Peacenik seems to recall lots of talk about how strong Canada's banking system is. How it is different from the U.S. banking system (which is bankrupt). Lots of talk about how Canada won't suffer the same housing meltdown that is occurring in the U.S. Peacenik didn't believe it then and Peacenik doesn't believe it now. The black hole of debt that is sucking European countries into its vortex right now is getting bigger and bigger. And of course the media accepts glib explanations from the banks. Peacenik wonders why it is not a matter of public record that a publicly traded company is borrowing big sums of money from the U.S. fed. What about all that superior Canadian bank regulation? Peacenik doesn't believe the banks and Peacenik doesn't believe the politicians. Something stinks.
Canada’s major banks were among numerous financial institutions across the globe which accessed funding from the U.S. Federal Reserve as part of its efforts to stave off economic collapse.
Among the thousands of transactions revealed by the Fed on Wednesday were a number involving Canadian banks, which took advantage of one program to borrow roughly $111-billion (U.S.) through their operations in the U.S.

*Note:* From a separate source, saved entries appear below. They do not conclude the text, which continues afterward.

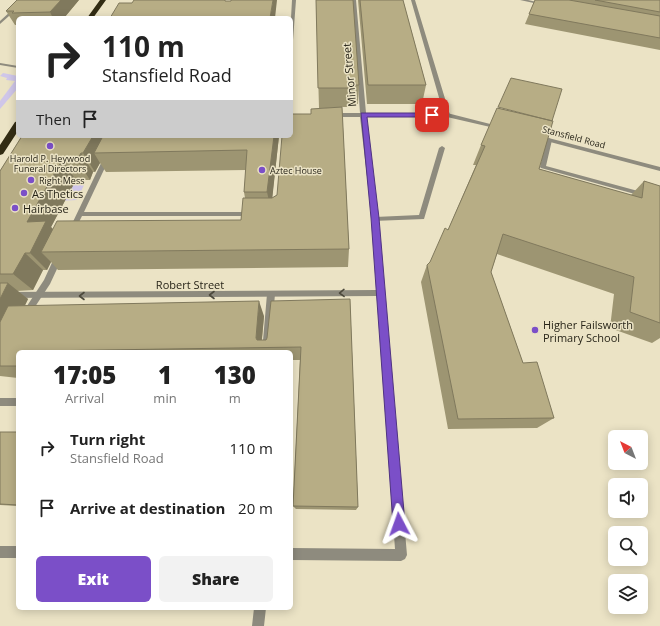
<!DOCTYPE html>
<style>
:root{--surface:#fff;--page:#f2f2f2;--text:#222;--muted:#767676;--accent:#7b4fc8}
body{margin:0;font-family:"Open Sans",sans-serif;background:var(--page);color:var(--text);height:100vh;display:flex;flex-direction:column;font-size:15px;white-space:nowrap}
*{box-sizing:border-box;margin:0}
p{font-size:13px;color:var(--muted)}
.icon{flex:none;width:22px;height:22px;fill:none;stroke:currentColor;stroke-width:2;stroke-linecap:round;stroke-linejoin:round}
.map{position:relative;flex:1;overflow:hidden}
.sheet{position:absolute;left:16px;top:350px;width:277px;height:260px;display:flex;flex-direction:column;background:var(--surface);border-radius:6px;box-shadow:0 2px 10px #0003}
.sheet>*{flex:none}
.top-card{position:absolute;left:16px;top:16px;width:277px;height:122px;border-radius:6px;box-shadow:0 2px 10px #0003;background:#fff;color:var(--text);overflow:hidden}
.needle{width:26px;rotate:318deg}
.controls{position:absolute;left:608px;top:430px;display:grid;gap:8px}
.controls a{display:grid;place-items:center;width:40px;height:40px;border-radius:6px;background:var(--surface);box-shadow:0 2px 10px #0003;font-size:20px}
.pin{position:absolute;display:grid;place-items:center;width:34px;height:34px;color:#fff;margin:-17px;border-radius:8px;box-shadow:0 2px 6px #0006}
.me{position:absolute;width:44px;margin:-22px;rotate:356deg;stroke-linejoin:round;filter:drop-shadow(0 0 3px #0008)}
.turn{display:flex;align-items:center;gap:14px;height:84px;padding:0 20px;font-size:18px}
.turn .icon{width:52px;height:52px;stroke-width:2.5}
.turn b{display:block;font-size:28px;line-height:34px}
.then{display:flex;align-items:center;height:38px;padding:0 20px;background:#0003;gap:8px;font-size:15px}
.eta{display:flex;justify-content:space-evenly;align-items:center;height:68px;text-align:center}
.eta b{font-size:24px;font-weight:800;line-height:28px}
.primary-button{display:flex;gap:8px;margin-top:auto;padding:8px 20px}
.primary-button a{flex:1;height:46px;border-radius:6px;background:var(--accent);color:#fff;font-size:16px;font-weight:800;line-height:46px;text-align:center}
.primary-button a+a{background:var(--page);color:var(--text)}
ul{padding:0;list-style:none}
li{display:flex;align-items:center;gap:12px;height:60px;padding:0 20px}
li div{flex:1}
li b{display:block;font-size:15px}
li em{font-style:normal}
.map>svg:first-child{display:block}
.green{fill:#cfc6e9}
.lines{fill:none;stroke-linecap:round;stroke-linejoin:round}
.lane{fill:#8e8b7e;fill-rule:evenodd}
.street{fill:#8e8b7e;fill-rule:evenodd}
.highway{fill:#322c13;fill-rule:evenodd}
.wall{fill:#9d9572;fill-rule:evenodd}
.shaded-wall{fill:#80795d}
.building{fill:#b7ad85;stroke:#80795d}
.oneway{stroke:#4c493c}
.route{fill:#7b4fc8;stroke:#503382}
.poi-dot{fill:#7b4fc8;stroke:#ebe3c5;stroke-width:1.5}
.labels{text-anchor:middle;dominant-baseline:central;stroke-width:3;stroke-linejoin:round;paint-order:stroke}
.far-street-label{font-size:9px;fill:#282519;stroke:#ebe3c5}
.far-poi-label{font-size:9px;fill:#282519;stroke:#ebe3c5;text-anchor:start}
.street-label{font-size:11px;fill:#282519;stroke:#ebe3c5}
.poi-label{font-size:11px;fill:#282519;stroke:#ebe3c5;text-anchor:start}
</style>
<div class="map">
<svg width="660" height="626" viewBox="0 0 660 626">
<rect width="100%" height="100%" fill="#ebe3c5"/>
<path class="green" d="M3,73l15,3v12l-18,21v-8l15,-20 -9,-1 1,-2 -7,-2z
M63,185h21l-7,15 -20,1z"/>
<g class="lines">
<path class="lane" d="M23,0h4l-27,24v-3z
M292,0h4l-3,40 -2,1v-23z
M411,0h4l35,115 -1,1 -5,-1z
M549,138l3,2 -6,26 114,31v4l-119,-33 -1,-1 6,-27z
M442,146l3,2 -21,71 -51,2 -1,-2 3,-2 44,-2 20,-67z
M107,155l3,2 -26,55h168l3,2 -3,2h-170l-8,16h-4l-1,-2 35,-73z
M59,253l4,3 -13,28 -21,32 -3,1 -3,-1 -1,-2 1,-2 21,-32 12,-26z
M271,291l3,1 1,2 -5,58h-8l5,-58 1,-2z
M0,398h18v8h-18z
M254,608h12l-2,18h-12z"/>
<path class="street" d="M352,0h4l10,113h81l55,14 -3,2 -52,-12h-81l12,102 29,336 -2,4 -4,2 -110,-1v-12l104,1 -18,-253 -377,2v-6l377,-2 -5,-71 -12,-102h-28l-3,-2 3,-2h28z
M520,0h8l17,4 -2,1z
M0,63l18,3v2l-18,-3z
M537,135l123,32v4l-125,-33v-2z
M0,546h18v12h-18z"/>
<path class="highway" d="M100,0h6l-13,18h-6z
M18,121v10l-15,23 -3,1v-10l15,-23z"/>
</g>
<path class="wall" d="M79,0l-15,18h-46v7h-3l-9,-14z
M316,0l43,85 -1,19h-7v3h-9l7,142 -1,18 -290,3 -7,-8 -4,8h-4l-10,20 -16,1 11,8 -3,6 239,11 -2,24h4l84,-41 8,208 -2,3 -60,-1 -3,-3 7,-146h-9v-8h-273v26l-18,-2v-205l22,-35h257l-7,62 5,-3 34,-81 17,-6h-9zM100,163l6,9 140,-2 -2,22 1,6 -4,22 -188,9 -2,-2 25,-47h14l3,-8h2z
M358,0h45l23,85 -4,19h-55z
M535,0h125v50l-135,-26z
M498,108l54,13 -13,48 92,26 13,-14 16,5v152l-8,5 -42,-15 4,-34 -117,-40 -6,18 32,91 31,55 -17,10 -89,1 -27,-147 6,-17 3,-3 18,-32 28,-65h-3l8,-20z
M0,432h18v74l-18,-1z"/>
<path class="shaded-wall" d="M61,0h18l-15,18h-11l-3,-6z
M273,0h4l-2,18h-5z
M93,136h21l-20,17 6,10 -5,9 -12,-19z
M274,136h5l-8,74 -4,-18z
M81,153l12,19 -3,8 -13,-20z
M62,160l14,20 -25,47 11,13 -21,12 10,10 -4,8 -17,-17 -3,-31z
M25,253l18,17 -10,20 -20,-16z
M8,283l20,16 -28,59v-59z
M259,301l5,15 -3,31 -5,-9z"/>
<path class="building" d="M17,0h44l-11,12 -38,1 2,-2h-8z
M134,0h91v1h6v-1h42l-3,18h-160l9,-15h13z
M316,0h37l6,85h-8l1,3h-34z
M360,0h43l23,85h-58z
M535,0h34l91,16v22l-131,-24z
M595,0h65v12z
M511,78l51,11 -10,32 -54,-14z
M342,107l7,142 -308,3 16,-31 184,-1 2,-22h29l5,-3 5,-59h9v-22h20v-5z
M497,108l56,13 -14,48 103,29 2,-17 16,5v137l-30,-11 4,-35 -131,-43 -12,38 32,91 14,-1 17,56 -96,1 -31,-154 3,-3 15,-34 3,2 37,-84 -4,-1z
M22,136h71l-10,17h-2l-4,7h-15l-35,62 19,-1 -16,32h-5l-12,21h-13v-103z
M103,136h171l-7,56h-23l3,-42 -153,3z
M0,283h8l-8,16z
M350,299l8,208 -65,-1 8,-159 -264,4 -1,1h-18v14h-18v-44l8,-16 251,-5 -3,37 1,2h9l1,-2 4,-37z
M0,432h18v73l-18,-1z"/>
<defs><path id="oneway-chevron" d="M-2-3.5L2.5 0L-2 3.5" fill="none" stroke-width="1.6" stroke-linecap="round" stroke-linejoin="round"/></defs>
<g class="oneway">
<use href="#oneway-chevron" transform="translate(342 293) rotate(179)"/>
<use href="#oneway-chevron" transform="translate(212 295) rotate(180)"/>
<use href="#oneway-chevron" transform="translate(82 296) rotate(180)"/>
</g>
<path class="route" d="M361,113h71l3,2 -3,2h-65l12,101 26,306 -2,4 -4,2 -4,-2 -2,-4 -22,-306z"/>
<g class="poi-dot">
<circle cx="50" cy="146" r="4"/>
<circle cx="262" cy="170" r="4"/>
<circle cx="31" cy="180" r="4"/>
<circle cx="24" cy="193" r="4"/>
<circle cx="15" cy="208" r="4"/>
<circle cx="535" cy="330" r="4"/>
</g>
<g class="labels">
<g class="far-street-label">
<text transform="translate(574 137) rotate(15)">Stansfield Road</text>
</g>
<g class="far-poi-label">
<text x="50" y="158" text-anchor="middle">Harold P. Heywood<tspan x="50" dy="10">Funeral Directors</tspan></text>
<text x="270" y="170">Aztec House</text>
<text x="39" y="180">Right Mess</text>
</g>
<g class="street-label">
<text transform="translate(349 75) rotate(-95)">Minor Street</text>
<text x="190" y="284">Robert Street</text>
</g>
<g class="poi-label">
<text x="32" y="193">As Thetics</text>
<text x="23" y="208">Hairbase</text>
<text x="543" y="324">Higher Failsworth<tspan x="543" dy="13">Primary School</tspan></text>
</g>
</g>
</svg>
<div class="controls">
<a><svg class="needle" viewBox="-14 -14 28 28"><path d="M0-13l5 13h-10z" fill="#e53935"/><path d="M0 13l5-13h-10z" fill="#767676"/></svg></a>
<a><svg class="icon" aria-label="sound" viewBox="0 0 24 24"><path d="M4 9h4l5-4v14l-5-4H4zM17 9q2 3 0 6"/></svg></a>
<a><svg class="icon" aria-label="search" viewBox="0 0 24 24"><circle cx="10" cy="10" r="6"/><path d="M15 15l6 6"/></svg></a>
<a><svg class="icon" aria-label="layers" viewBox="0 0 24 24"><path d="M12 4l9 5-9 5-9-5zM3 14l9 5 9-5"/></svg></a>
</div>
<div class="pin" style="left:432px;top:115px;background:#d93025"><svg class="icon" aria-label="arrive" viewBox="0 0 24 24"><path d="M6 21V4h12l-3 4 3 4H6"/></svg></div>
<svg class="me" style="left:399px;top:524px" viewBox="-20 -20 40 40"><path d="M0-17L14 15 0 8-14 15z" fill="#7b4fc8" stroke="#fff" stroke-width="4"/></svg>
<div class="top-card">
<div class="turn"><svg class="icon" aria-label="right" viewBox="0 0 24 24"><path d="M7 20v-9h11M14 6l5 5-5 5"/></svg><div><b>110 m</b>Stansfield Road</div></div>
<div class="then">Then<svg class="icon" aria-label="arrive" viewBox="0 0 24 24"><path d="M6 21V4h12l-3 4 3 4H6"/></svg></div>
</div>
<section class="sheet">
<div class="eta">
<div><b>17:05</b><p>Arrival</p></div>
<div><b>1</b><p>min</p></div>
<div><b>130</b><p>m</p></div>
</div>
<ul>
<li><svg class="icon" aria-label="right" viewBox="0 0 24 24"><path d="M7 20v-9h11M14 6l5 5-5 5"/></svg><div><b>Turn right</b><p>Stansfield Road</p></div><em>110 m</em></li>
<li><svg class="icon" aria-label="arrive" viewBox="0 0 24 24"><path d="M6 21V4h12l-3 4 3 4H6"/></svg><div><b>Arrive at destination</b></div><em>20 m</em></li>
</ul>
<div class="primary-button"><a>Exit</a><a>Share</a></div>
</section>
</div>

Obliged to disclose the information under a new financial-reform law, the Fed provided an unprecedented look Wednesday inside a host of programs it used starting in 2007 to shore up a tottering U.S. banking system. The records show in stark terms how the Fed acted as a lender of last resort to a variety of players in the U.S. and beyond, extending low-cost loans and other sources of funding in a desperate effort to get financial markets functioning again.